Transfer Float64 matrix to double **arg in C

I’ve been trying to transfer a Julia matrix of Float64 to a C function that has a “double **arg” but it does not work as intended so help would be appreciated.

C function I want to call (simplified body just to get idea across):

double emd2(int n_x, double *weight_x, int n_y, double *weight_y, double **cost) {
    double sum = 0.0;
    int i, j;

    for(i = 0; i < n_x; i++) {
        sum = sum + weight_x[i];
    }
    for(i = 0; i < n_y; i++) {
        sum = sum + weight_y[i];
    }
    for(j = 0; j < n_y; j++) {
        for(i = 0; i < n_x; i++) {
            sum = sum + cost[j][i];
        }
    }
    return sum;
}

then I compile this into a lib called libemd and define a low-level function to call it like so:

libemd_emd2(n_x, weight_x, n_y, weight_y, cost) =
    ccall((:emd2,libemd), Cdouble,
          (Cint, Ptr{Cdouble}, Cint, Ptr{Cdouble}, Ptr{Ptr{Cdouble}}),
          n_x, pointer(weight_x), n_y, pointer(weight_y), pointer(cost))

but when I then try to use it:

w1 = [0.4, 0.2, 0.2, 0.1, 0.1]
w2 = [0.6, 0.2, 0.2]
cost = ones(Float64, 5, 3)
cost_ref = [Ref(cost,i) for i=1:size(cost,1):length(cost)]
libemd_emd2(length(w1), w1, length(w2), w2, cost_ref)

The result is some large number rather than the sums of the values of the matrix and the two arrays. Seems it is reading some random place in memory so I guess I set up the pointers the wrong way or something. I based my solution on this stackoverflow entry: Calling a C function from Julia and passing a 2D array as a pointer of pointers as argument - Stack Overflow

What am I missing here? Thanks for any advice.

This doesn’t really answer your question, but if the C code is something you can edit I would rewrite it to use double *cost as an n_x by n_y column-major array. Just change double **cost to double *cost and change cost[j][i] to cost[j*n_x + i]. Not only will this be faster and easier to call from Julia, but it will probably also be faster in C as well because it avoids the double pointer indirection.

Thanks for the quick reply Steven. I do have access to the C file and it is under an open-source license so I guess I can write a small script to automatically do this conversion, yes. It would simplify and speed up since I will also not need to transpose the matrix (which might be a big one). Only downside is if the original author evolves the code and my script might not be “matched up”… But I’ll see if this is a viable way forward. Thanks!

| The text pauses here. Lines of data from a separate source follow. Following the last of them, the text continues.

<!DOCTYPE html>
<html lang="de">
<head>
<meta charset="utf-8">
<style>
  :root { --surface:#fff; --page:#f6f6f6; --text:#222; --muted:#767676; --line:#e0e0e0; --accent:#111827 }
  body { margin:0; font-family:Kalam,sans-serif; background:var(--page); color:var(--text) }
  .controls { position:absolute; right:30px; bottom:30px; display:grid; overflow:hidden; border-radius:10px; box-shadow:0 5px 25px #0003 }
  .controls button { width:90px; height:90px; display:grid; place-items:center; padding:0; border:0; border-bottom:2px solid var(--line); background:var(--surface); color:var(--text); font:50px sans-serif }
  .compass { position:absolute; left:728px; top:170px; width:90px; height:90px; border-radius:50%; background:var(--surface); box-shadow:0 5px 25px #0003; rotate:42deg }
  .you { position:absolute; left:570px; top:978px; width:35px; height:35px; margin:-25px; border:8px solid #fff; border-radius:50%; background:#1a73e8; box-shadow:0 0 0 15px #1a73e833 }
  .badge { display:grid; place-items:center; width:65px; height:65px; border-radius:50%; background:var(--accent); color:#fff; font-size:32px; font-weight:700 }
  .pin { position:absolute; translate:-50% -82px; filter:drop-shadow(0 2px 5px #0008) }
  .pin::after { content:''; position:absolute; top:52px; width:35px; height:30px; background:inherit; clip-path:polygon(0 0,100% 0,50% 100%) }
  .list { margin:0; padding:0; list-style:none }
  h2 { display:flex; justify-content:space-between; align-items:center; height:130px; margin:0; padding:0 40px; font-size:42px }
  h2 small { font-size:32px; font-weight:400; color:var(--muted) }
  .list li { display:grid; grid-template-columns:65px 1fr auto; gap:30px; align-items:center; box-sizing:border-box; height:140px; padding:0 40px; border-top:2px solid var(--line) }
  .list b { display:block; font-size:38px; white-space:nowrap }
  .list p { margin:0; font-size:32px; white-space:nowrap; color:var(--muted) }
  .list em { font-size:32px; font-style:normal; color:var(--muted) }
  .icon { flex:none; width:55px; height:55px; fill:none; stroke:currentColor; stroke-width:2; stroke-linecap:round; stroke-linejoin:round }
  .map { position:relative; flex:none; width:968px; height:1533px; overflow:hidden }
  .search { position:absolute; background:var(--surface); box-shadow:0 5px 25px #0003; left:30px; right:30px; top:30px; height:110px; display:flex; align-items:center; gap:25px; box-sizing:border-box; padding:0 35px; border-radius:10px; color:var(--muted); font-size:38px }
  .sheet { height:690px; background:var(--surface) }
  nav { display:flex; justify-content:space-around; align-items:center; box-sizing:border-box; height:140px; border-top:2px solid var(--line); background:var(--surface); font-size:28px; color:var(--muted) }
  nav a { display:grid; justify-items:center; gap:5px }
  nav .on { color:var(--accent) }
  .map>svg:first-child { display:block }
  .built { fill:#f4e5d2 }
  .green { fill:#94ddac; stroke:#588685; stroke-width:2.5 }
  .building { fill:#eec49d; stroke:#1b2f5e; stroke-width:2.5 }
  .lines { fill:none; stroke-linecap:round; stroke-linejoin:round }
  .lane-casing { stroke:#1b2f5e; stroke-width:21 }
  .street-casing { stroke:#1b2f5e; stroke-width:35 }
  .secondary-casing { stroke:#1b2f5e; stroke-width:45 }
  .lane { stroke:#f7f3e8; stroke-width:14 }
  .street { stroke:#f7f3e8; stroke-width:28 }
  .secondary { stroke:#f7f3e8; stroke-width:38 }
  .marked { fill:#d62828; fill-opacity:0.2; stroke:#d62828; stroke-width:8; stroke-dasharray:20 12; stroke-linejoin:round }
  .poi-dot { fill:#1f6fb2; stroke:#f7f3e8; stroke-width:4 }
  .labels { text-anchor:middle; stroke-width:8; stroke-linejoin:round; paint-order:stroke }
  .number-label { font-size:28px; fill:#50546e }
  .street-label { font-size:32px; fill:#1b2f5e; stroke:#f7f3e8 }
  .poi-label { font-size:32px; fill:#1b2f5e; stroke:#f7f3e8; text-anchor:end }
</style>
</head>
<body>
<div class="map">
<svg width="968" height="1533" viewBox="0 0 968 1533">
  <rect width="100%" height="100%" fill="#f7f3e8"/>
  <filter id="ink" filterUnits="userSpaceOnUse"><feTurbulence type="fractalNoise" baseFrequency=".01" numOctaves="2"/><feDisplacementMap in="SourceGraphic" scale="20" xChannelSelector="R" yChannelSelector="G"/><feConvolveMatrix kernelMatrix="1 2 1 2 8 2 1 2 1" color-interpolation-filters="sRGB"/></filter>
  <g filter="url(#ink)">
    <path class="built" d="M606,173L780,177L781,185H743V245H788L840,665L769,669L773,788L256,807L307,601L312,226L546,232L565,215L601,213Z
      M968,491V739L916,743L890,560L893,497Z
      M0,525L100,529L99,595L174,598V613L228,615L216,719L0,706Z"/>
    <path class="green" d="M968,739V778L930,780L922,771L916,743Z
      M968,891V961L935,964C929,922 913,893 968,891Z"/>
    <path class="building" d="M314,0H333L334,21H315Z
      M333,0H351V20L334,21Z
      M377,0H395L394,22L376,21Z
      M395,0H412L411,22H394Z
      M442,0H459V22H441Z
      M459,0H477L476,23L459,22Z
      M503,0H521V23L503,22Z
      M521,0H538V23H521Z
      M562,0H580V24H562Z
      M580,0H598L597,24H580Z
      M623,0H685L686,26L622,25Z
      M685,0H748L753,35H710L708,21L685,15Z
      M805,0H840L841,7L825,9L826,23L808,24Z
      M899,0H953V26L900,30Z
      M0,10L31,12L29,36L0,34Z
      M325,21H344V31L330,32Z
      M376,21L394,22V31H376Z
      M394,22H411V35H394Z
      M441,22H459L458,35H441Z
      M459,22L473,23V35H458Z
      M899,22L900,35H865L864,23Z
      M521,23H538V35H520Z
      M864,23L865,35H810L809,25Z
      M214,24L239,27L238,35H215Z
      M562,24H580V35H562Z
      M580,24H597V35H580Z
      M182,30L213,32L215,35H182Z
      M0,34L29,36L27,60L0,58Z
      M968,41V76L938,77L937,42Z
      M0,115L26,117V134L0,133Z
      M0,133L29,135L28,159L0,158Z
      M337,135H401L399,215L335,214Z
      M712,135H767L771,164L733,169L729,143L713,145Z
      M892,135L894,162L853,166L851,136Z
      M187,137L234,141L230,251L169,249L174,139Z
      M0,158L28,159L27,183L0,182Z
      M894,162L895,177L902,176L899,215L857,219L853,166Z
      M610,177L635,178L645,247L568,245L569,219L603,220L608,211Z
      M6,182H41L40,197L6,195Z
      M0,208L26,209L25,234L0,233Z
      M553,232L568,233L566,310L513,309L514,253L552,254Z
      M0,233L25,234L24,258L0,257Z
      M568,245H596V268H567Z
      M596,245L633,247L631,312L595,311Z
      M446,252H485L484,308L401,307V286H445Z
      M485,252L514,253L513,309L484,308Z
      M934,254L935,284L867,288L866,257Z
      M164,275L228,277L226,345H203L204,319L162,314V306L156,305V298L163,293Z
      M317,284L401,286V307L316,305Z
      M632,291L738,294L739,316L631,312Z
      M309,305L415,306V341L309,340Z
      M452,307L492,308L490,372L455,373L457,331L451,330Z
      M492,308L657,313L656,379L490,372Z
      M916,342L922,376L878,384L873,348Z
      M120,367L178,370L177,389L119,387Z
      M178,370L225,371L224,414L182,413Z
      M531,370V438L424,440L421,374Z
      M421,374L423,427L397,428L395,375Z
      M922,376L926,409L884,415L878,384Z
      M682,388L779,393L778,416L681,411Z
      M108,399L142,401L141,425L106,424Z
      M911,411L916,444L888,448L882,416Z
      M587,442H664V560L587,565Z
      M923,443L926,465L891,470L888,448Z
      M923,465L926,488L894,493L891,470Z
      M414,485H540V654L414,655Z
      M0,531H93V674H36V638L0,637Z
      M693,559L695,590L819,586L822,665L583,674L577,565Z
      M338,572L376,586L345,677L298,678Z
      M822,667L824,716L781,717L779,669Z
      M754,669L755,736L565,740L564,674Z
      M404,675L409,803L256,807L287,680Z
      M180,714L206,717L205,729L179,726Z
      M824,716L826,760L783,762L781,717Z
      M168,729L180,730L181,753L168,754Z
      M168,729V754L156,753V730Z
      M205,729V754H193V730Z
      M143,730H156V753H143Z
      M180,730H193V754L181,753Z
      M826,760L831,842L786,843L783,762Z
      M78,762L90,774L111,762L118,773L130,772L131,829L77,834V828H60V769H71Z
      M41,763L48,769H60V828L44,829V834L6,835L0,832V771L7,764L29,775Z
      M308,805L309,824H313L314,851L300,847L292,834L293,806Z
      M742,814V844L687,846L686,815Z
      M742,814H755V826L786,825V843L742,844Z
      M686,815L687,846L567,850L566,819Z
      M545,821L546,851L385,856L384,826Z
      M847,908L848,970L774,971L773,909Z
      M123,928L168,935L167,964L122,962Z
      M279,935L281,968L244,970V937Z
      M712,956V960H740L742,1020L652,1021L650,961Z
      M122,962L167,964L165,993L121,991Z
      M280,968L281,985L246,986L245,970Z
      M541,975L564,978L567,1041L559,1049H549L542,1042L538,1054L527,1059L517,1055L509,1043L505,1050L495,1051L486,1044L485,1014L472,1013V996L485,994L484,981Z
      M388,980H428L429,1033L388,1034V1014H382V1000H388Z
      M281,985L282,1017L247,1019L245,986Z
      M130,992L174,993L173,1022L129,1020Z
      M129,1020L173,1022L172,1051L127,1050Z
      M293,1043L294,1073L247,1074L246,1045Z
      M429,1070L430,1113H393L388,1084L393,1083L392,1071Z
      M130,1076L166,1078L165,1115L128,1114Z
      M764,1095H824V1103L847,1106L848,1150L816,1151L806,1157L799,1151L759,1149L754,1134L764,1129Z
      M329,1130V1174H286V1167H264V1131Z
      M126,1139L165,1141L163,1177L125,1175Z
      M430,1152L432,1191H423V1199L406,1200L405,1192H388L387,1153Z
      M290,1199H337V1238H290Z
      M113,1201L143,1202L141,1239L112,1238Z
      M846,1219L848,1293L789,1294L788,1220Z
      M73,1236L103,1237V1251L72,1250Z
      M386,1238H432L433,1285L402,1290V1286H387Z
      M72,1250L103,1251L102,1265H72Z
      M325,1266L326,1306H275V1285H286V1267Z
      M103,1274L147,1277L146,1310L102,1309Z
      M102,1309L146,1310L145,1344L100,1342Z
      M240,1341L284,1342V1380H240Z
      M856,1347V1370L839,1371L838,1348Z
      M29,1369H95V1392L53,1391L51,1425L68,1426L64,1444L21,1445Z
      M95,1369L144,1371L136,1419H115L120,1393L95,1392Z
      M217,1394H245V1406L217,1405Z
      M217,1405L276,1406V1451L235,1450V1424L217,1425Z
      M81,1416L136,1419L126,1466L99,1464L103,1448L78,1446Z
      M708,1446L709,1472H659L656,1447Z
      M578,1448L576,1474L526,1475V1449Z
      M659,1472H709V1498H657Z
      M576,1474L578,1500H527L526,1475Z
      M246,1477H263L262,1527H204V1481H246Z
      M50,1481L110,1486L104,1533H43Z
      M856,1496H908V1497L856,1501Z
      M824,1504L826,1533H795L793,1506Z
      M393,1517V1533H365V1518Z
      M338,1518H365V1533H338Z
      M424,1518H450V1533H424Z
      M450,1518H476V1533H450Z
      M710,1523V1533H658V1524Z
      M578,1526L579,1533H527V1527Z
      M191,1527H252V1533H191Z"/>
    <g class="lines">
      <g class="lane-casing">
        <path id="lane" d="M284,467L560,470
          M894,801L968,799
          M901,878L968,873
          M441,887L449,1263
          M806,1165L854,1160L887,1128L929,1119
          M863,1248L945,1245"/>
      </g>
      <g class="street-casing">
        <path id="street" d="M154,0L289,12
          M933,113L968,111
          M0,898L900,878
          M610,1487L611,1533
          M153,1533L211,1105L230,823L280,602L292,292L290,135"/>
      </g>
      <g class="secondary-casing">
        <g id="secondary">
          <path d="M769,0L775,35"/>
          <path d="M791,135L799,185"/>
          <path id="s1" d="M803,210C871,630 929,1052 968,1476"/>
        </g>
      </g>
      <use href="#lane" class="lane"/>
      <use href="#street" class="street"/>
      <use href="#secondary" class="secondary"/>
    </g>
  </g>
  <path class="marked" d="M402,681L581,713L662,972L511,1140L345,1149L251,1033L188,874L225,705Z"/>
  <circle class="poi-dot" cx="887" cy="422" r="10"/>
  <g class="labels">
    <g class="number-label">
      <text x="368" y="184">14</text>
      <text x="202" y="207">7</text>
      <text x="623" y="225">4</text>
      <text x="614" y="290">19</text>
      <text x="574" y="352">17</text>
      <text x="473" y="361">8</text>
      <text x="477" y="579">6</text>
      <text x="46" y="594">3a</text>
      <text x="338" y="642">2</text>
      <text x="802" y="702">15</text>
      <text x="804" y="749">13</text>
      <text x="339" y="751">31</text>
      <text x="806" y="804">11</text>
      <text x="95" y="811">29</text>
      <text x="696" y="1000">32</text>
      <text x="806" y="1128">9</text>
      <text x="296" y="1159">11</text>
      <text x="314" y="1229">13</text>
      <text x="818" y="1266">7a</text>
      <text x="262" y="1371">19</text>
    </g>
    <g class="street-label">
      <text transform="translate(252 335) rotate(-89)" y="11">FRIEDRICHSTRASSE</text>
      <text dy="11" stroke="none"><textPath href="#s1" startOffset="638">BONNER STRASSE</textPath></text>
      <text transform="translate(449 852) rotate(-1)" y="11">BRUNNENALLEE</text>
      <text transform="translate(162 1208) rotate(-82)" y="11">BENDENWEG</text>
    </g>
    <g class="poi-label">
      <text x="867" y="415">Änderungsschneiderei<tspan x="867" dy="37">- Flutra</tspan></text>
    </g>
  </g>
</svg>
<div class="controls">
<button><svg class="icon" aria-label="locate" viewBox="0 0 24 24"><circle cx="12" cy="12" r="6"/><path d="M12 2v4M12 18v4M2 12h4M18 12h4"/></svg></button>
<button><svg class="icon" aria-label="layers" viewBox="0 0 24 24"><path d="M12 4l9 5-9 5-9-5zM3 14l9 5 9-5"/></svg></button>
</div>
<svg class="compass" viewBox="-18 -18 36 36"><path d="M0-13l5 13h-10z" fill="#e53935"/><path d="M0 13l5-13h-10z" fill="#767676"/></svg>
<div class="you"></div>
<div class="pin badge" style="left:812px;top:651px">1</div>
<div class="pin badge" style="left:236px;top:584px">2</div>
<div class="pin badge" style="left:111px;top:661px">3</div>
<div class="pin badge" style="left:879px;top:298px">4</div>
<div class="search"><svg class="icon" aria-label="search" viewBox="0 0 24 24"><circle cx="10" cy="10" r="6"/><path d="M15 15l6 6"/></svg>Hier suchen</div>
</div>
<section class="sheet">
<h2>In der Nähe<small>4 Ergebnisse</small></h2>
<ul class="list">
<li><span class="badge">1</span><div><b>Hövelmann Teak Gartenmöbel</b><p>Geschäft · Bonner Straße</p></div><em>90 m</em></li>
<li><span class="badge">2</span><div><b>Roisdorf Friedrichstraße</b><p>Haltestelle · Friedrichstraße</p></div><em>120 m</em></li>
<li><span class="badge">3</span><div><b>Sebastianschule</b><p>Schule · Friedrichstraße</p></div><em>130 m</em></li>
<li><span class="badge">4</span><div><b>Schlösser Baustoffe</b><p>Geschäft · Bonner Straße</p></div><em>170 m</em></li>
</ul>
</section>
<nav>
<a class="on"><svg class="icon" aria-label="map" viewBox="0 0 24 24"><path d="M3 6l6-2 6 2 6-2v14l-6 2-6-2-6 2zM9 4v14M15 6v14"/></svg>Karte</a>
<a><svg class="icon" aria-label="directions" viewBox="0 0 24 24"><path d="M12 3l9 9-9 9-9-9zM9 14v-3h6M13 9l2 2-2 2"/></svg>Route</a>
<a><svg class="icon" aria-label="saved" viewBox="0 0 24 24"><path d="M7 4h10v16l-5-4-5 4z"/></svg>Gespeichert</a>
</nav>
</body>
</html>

Note that if you can change the C code, you should change it to a multi-dimensional C array and you don’t need to compute the index yourself.

See either solution at Redirecting to Google Groups or Calling a c-function that returns a 2-dimensional array - #8 by yuyichao

Be careful about column/row ordering…

Somehow this question comes up much more often than I though…

Thanks to both of you. I went with Steven’s proposal since I find it easier to get the column/row ordering right this way. It works now, thanks. If this is a common question maybe some comments about multi-dimensional arrays should be added to the Julia docs for interfacing with C?